*** PROVIDED DATA

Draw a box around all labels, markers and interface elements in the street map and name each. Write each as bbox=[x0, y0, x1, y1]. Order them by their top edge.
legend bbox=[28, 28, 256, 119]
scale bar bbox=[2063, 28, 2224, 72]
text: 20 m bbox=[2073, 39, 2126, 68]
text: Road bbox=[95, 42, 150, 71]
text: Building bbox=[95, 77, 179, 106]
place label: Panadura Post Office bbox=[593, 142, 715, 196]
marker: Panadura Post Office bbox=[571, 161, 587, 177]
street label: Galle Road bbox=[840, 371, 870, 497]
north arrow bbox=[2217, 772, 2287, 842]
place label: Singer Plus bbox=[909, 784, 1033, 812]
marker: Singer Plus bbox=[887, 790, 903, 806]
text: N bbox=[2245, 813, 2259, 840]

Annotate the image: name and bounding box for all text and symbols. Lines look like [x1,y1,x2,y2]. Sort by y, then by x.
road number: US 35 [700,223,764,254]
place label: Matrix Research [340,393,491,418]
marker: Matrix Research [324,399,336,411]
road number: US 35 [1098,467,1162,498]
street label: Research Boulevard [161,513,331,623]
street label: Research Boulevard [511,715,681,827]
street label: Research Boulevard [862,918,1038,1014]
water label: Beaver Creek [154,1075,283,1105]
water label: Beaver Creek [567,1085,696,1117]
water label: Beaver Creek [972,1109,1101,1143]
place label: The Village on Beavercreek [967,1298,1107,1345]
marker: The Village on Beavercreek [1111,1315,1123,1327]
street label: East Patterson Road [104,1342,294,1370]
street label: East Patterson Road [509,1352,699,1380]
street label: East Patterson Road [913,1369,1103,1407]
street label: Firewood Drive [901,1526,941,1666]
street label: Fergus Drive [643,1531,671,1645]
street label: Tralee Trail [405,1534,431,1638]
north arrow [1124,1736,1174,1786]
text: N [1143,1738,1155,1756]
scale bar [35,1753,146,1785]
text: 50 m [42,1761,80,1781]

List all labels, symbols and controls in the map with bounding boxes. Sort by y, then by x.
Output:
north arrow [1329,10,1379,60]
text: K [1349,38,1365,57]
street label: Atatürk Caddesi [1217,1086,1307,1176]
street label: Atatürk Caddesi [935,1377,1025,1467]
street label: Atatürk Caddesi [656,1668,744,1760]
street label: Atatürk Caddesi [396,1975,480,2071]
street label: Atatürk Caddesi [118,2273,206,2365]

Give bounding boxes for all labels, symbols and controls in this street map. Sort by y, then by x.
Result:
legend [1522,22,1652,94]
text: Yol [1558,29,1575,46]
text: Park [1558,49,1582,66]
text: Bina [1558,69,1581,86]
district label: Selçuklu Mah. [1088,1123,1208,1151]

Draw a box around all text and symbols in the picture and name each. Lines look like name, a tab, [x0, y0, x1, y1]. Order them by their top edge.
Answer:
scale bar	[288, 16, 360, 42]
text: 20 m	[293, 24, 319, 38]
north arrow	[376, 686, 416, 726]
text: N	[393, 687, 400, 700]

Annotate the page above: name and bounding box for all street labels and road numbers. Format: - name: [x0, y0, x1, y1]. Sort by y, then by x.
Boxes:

******

WHAT TO WORK ON> Nothing but the lines from the one holding "Annotate the page" through the last line of the data may be output, and each must match exactly.

SOLUTION FOR THIS EXERCISE>
Annotate the page above: name and bounding box for all street labels and road numbers. Format: - name: [x0, y0, x1, y1]. Sort by y, then by x.
Boxes:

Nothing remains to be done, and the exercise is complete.